VOOZH about

URL: https://www.geeksforgeeks.org/dsa/find-the-minimum-cost-of-partitioning-the-given-string-s-into-contiguous-substrings/

⇱ Find the minimum cost of partitioning the given string S into contiguous substrings - GeeksforGeeks


  • Courses
  • Tutorials
  • Interview Prep

Find the minimum cost of partitioning the given string S into contiguous substrings

Last Updated : 23 Jul, 2025

Given a string S and an array of strings arr[]. The task is to find the minimum cost of partitioning the given string S into continuous substrings.

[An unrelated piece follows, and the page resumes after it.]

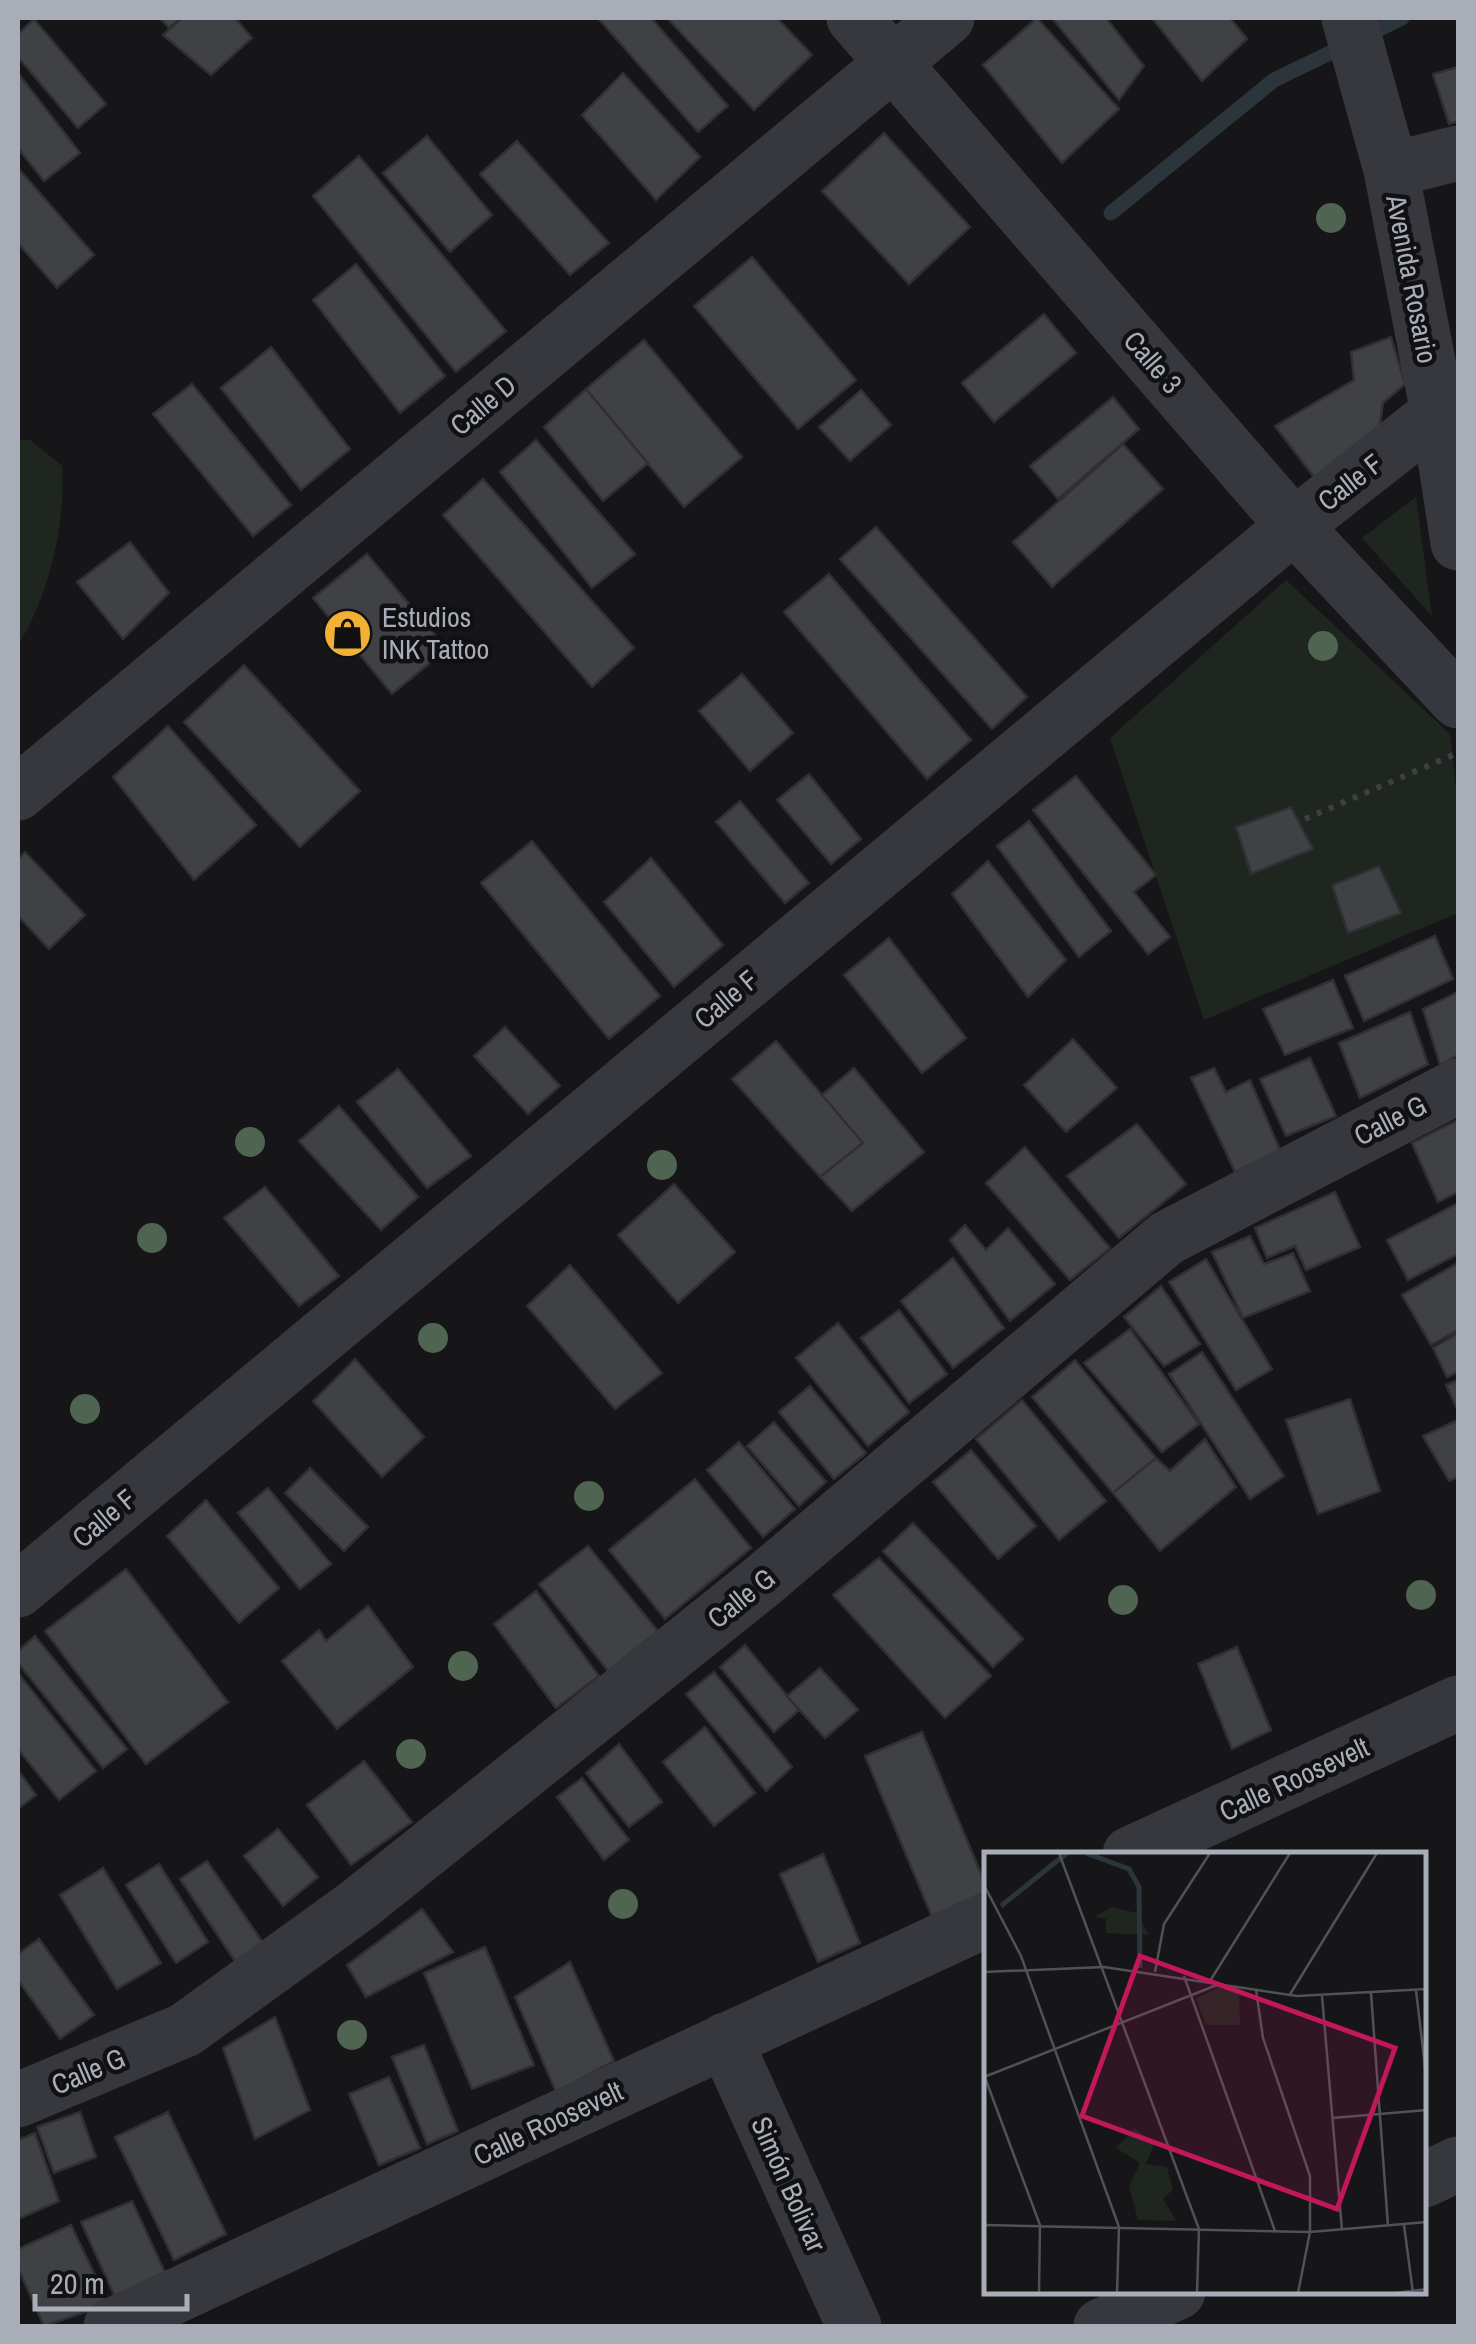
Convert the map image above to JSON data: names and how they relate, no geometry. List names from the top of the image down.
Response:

If a substring is present in arr[] then the cost of partition would be 0, otherwise, the cost would be the length of that substring.

Examples:

Input: S = geeksforgeeks, A[] = {geek, for}
Output: 2
Explanation: The explanation is as follows:

  • Break geeksforgeeks as {geek + s + for + geek+ s}
    • 1st substring: "geek" is present in A[]. Therefore, cost is 0.
    • 2nd substring: "s" is not present in A[]. Therefore, cost is 1.
    • 3rd substring: "for" is present in A[]. Therefore, cost is 0.
    • 4th substring: "geek" is present in A[]. Therefore, cost is 0.
    • 5th substring: "s" is not present in A[]. Therefore, cost is 1.
  • Total cost = 0+1+0+0+1 = 2. Which is minimum possible.

Input: S = geeksgeeks, A[] = {ge, ek, s, eeksgeeks},
Output: 0
Explanation: S can be broken in two ways {g + eeksgeeks} and {ge + ek + s + ge + ek + s} with cost 1 and 0 respectively. 0 is minimum possible cost.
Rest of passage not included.